WHAT THE EXERCISE ASKS —
Return all lines of the records that contain the word "names".

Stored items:

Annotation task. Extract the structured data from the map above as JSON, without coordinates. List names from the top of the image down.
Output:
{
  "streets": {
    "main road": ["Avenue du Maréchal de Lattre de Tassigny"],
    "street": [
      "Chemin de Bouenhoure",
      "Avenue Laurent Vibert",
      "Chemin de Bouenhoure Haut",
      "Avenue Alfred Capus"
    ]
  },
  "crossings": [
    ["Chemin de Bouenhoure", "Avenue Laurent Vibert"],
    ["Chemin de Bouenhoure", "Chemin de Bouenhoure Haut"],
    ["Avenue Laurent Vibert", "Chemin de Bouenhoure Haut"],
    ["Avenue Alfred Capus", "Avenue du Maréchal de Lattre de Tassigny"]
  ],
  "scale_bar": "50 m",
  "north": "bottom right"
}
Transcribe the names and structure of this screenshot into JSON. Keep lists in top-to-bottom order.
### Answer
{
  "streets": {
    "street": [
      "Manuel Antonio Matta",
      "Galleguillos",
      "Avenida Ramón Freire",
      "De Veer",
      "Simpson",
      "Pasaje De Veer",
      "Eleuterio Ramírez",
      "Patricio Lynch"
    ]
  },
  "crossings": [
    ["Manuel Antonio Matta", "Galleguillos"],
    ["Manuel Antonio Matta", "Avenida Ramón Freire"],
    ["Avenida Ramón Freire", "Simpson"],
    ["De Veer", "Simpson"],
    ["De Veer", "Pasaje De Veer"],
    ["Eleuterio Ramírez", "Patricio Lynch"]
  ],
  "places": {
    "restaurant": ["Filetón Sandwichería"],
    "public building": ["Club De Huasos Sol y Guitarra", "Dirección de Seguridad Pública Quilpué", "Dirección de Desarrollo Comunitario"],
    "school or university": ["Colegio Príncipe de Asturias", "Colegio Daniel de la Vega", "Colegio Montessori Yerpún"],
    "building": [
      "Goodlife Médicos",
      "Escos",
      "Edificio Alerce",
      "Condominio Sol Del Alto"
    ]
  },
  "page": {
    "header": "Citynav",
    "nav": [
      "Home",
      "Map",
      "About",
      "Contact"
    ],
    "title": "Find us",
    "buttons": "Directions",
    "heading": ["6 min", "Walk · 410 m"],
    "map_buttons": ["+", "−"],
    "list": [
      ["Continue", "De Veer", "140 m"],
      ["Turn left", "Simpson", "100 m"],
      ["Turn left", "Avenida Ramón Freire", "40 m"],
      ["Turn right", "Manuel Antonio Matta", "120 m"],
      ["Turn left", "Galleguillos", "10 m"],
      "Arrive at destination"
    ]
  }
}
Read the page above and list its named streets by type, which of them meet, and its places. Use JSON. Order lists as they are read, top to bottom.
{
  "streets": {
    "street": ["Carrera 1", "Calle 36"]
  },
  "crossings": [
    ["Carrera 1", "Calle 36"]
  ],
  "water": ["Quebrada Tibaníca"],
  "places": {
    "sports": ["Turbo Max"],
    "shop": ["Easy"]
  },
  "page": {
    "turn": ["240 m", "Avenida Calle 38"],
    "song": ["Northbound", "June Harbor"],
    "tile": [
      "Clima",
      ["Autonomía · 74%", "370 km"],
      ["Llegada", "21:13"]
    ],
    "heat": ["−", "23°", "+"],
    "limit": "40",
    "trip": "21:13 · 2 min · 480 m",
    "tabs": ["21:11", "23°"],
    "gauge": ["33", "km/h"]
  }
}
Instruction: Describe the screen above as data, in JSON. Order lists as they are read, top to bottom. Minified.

RESULT —
Annotation task. Extract the structured data from the map above as JSON, without coordinates. List names from the top of the image down.
Transcribe the names and structure of this screenshot into JSON. Keep lists in top-to-bottom order.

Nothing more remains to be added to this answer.